The cosmological causal argument

So we would expect a “wall of light” called cosmic background radiation released from the early universe to reach us now at near the speed of light. Since the universe is expanding, this light should be redshifted into the microwave region of the spectrum of colour. Since the universe is also isotropic and homogeneous, this microwave glow should be observed from all directions in the sky and with uniform intensity.

In 1965, it was discovered that a nearly uniform glow of microwave radiation was coming from all directions in the sky. Later satellite observations proved that the microwave radiation belonged to the blackbody spectrum of colour, which was predicted for a hot flowing gas of the early universe.

The Big Bang singularity

If the universe is expanding, then rewinding back in time compresses the universe towards an extremely small dense and hot initial state until the volume of the universe reaches zero at the Big Bang singularity.

In the Big Bang singularity, there is neither matter nor energy nor space nor time.
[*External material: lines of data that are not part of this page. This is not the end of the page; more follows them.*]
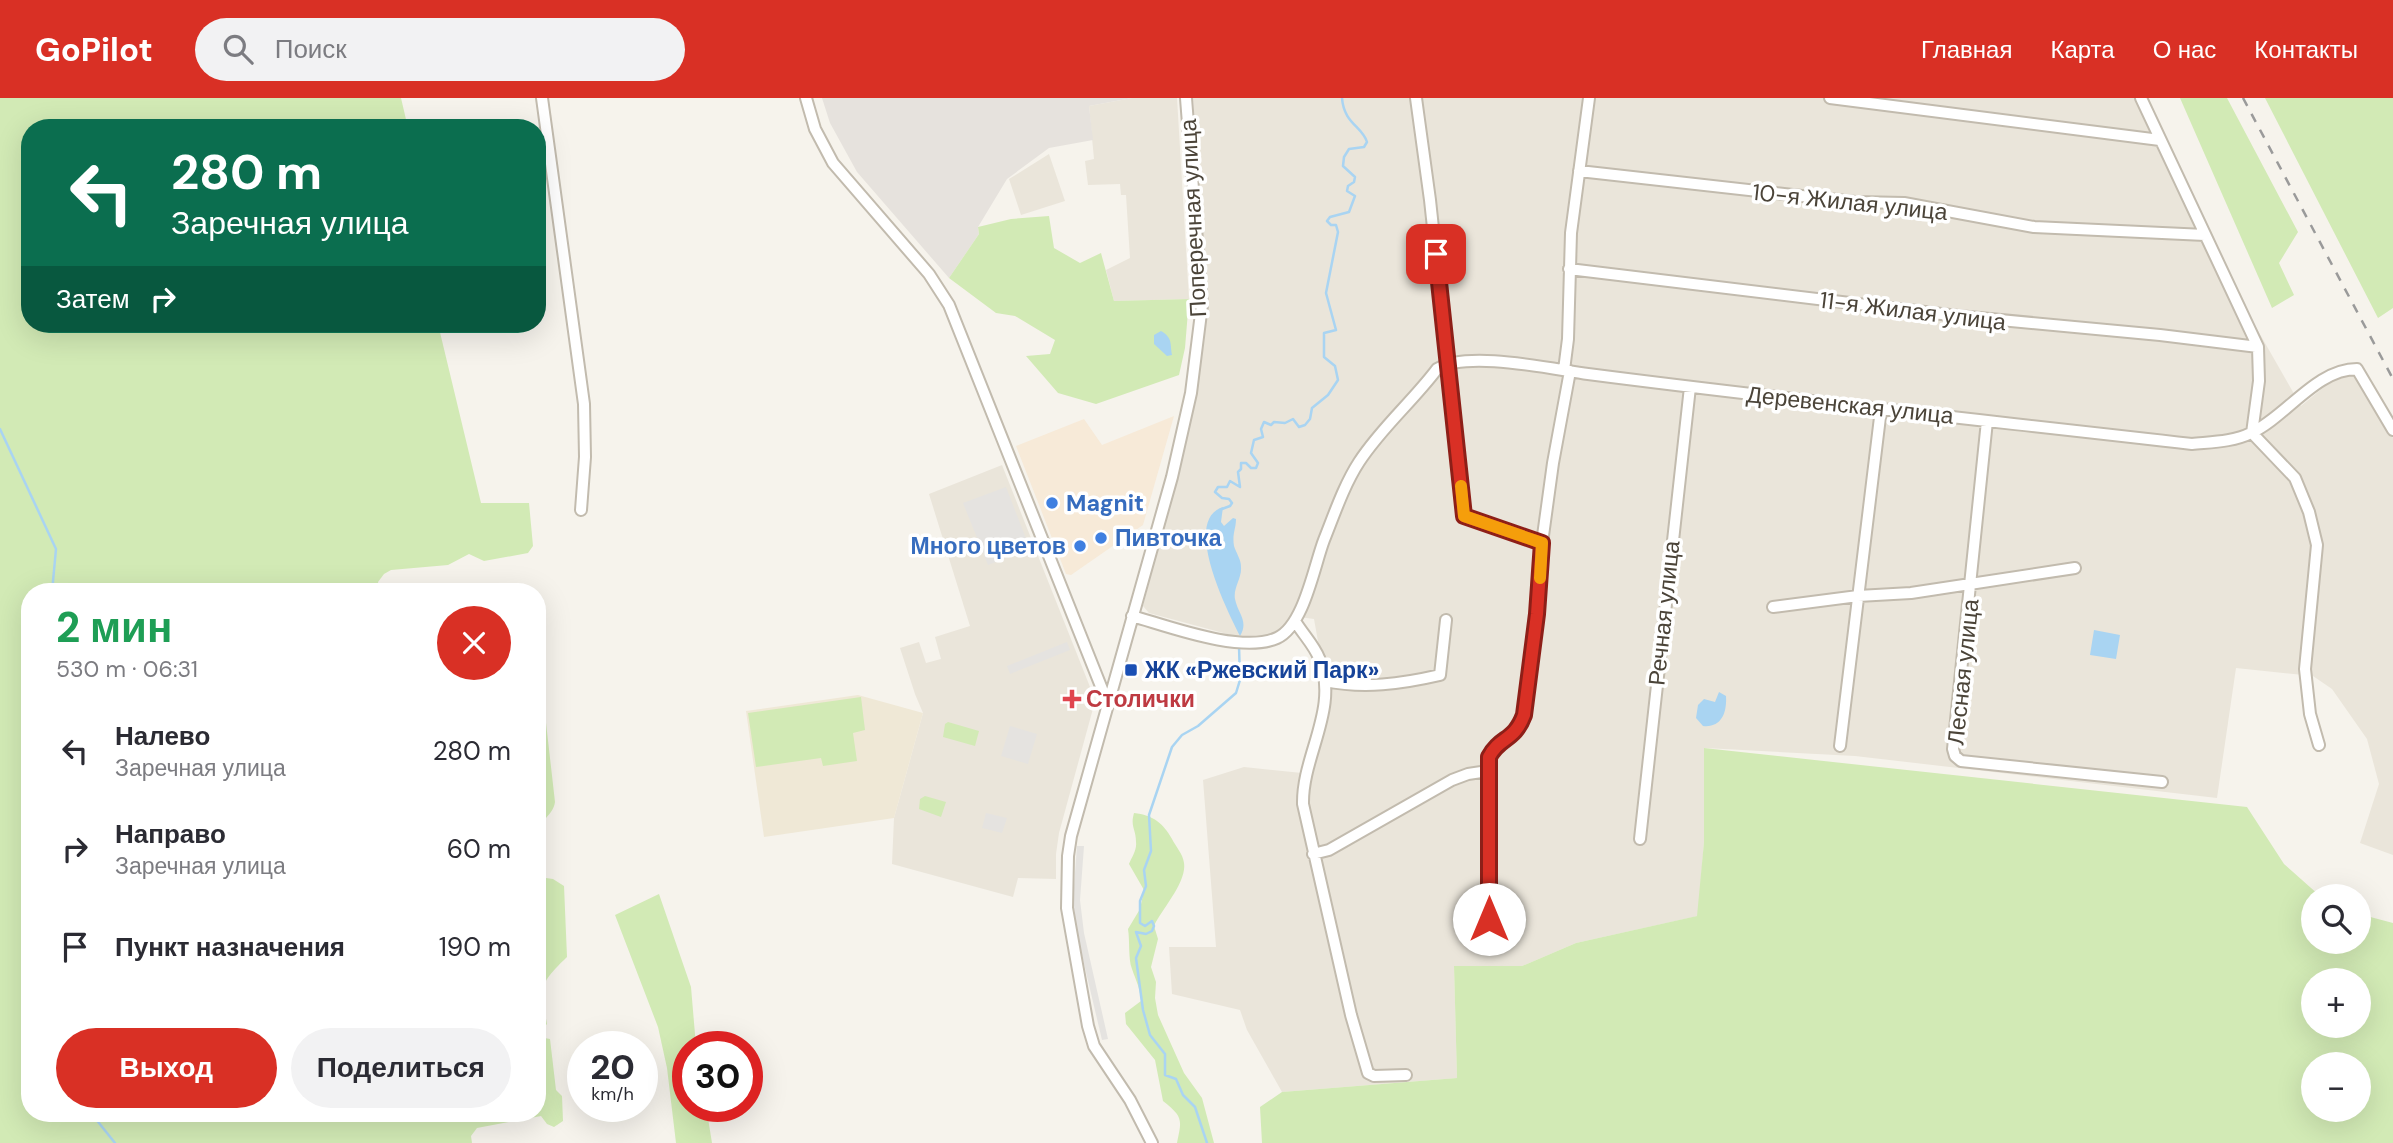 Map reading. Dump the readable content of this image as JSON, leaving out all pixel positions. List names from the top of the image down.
{
  "streets": {
    "street": [
      "10-я Жилая улица",
      "Поперечная улица",
      "11-я Жилая улица",
      "Деревенская улица",
      "Речная улица",
      "Лесная улица"
    ]
  },
  "crossings": [
    ["Деревенская улица", "Речная улица"],
    ["Деревенская улица", "Лесная улица"]
  ],
  "places": {
    "other": ["Magnit", "Пивточка", "Много цветов"],
    "transit": ["ЖК «Ржевский Парк»"],
    "health": ["Столички"]
  },
  "page": {
    "header": "GoPilot",
    "search": "Поиск",
    "nav": [
      "Главная",
      "Карта",
      "О нас",
      "Контакты"
    ],
    "turn": ["280 m", "Заречная улица"],
    "then": "Затем",
    "heading": ["2 мин", "530 m · 06:31"],
    "list": [
      {
        "name": "Налево",
        "note": "Заречная улица",
        "value": "280 m"
      },
      {
        "name": "Направо",
        "note": "Заречная улица",
        "value": "60 m"
      },
      {
        "name": "Пункт назначения",
        "value": "190 m"
      }
    ],
    "map_buttons": ["+", "−"],
    "buttons": ["Выход", "Поделиться"],
    "speed": "20 km/h",
    "limit": "30"
  }
}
In other words, there is nothing and nowhere in and prior to the singularity. The Big Bang created matter, energy, space and time.

The universe, therefore, began to exist with a Big Bang. This is the standard big bang theory of the universe.

Cosmological inflation

However the standard big bang model does not explain the isotropic and homogeneous nature of the universe.

For example, the temperature of the cosmic background radiation from different regions of the early universe is very nearly the same. In the standard big bang model before the formation of atoms, the photons were scattered by the electrons. So, light would have been prevented from heating up the different receding regions of the early universe to the same temperatures.

From the 1980’s, inflation theory developed to explain the isotropic and homogeneous nature of the universe.

At the 10-35 second after the big bang, the rapidly cooling universe became trapped in a “false” or temporary vacuum in which gravity, which is ordinarily an attractive force between each and every body in the universe, repelled regions of the early universe into an extremely fast expansion. This flattened space and allowed the regions already in communication to become spread over vast regions. With cosmological inflation, the universe cools to very low temperatures, and this generates a transition to the true vacuum state releasing vast amounts of energy that reheated the universe that condensed to the universe we have today.

Quantum mechanics predicts tiny rapid fluctuations in local energy in a vacuum. Inflation would expand these microscopic irregularities so greatly allowing the gravitational clustering required to form galaxies. Since the vacuum contains microscopic irregularities that inflation would expand, small temperature fluctuations in cosmic background radiation would be expected. In 1992, the COBE satellite detected small temperature fluctuations in the cosmic background radiation. So there is evidence for inflation theory.

However, inflation does not explain the period before 10-35 second and particle physics has not yet explained the origin of the “false” vacuum.